QUOTE(SmallieHunter @ Apr 2 2006, 06:22 PM) View Post

Davie McPhail has supplied us with a article for the April issue of Hatches.

19th Century Salmon Flies

IPB Image

Hi Davie,

This first fly is my favorite of the 70, and there are some stunners in there!

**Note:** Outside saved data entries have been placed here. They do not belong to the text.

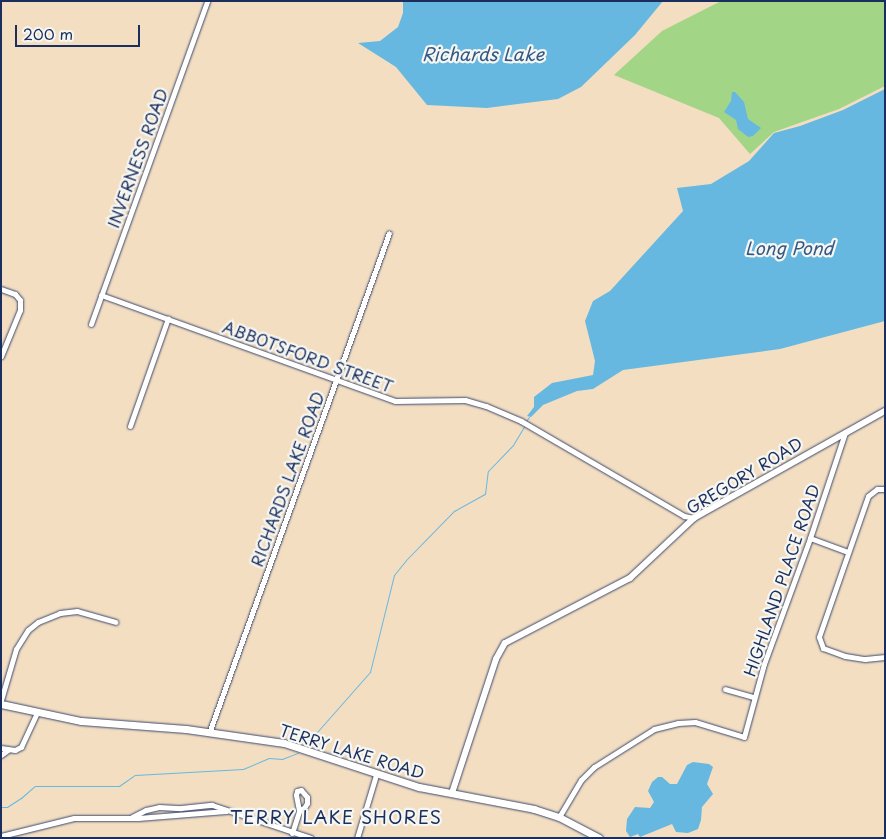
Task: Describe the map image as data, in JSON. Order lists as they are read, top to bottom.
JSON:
{
  "streets": {
    "main road": ["TERRY LAKE ROAD"],
    "street": [
      "INVERNESS ROAD",
      "ABBOTSFORD STREET",
      "GREGORY ROAD",
      "RICHARDS LAKE ROAD",
      "HIGHLAND PLACE ROAD"
    ]
  },
  "crossings": [
    ["INVERNESS ROAD", "ABBOTSFORD STREET"],
    ["ABBOTSFORD STREET", "GREGORY ROAD"],
    ["ABBOTSFORD STREET", "RICHARDS LAKE ROAD"],
    ["GREGORY ROAD", "HIGHLAND PLACE ROAD"],
    ["GREGORY ROAD", "TERRY LAKE ROAD"],
    ["RICHARDS LAKE ROAD", "TERRY LAKE ROAD"],
    ["HIGHLAND PLACE ROAD", "TERRY LAKE ROAD"]
  ],
  "districts": ["TERRY LAKE SHORES"],
  "water": ["Richards Lake", "Long Pond"],
  "scale_bar": "200 m"
}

Has anyone taken the time to write down a recipe for any of these?

I can make out most of the materials in McPhail's Old No.1 (for lack of a better name), but can't make out the forward half of the body (presume pigs wool, but what color(s)?), and see some orange fibers in the throat, but perhaps only one wrap of that feather.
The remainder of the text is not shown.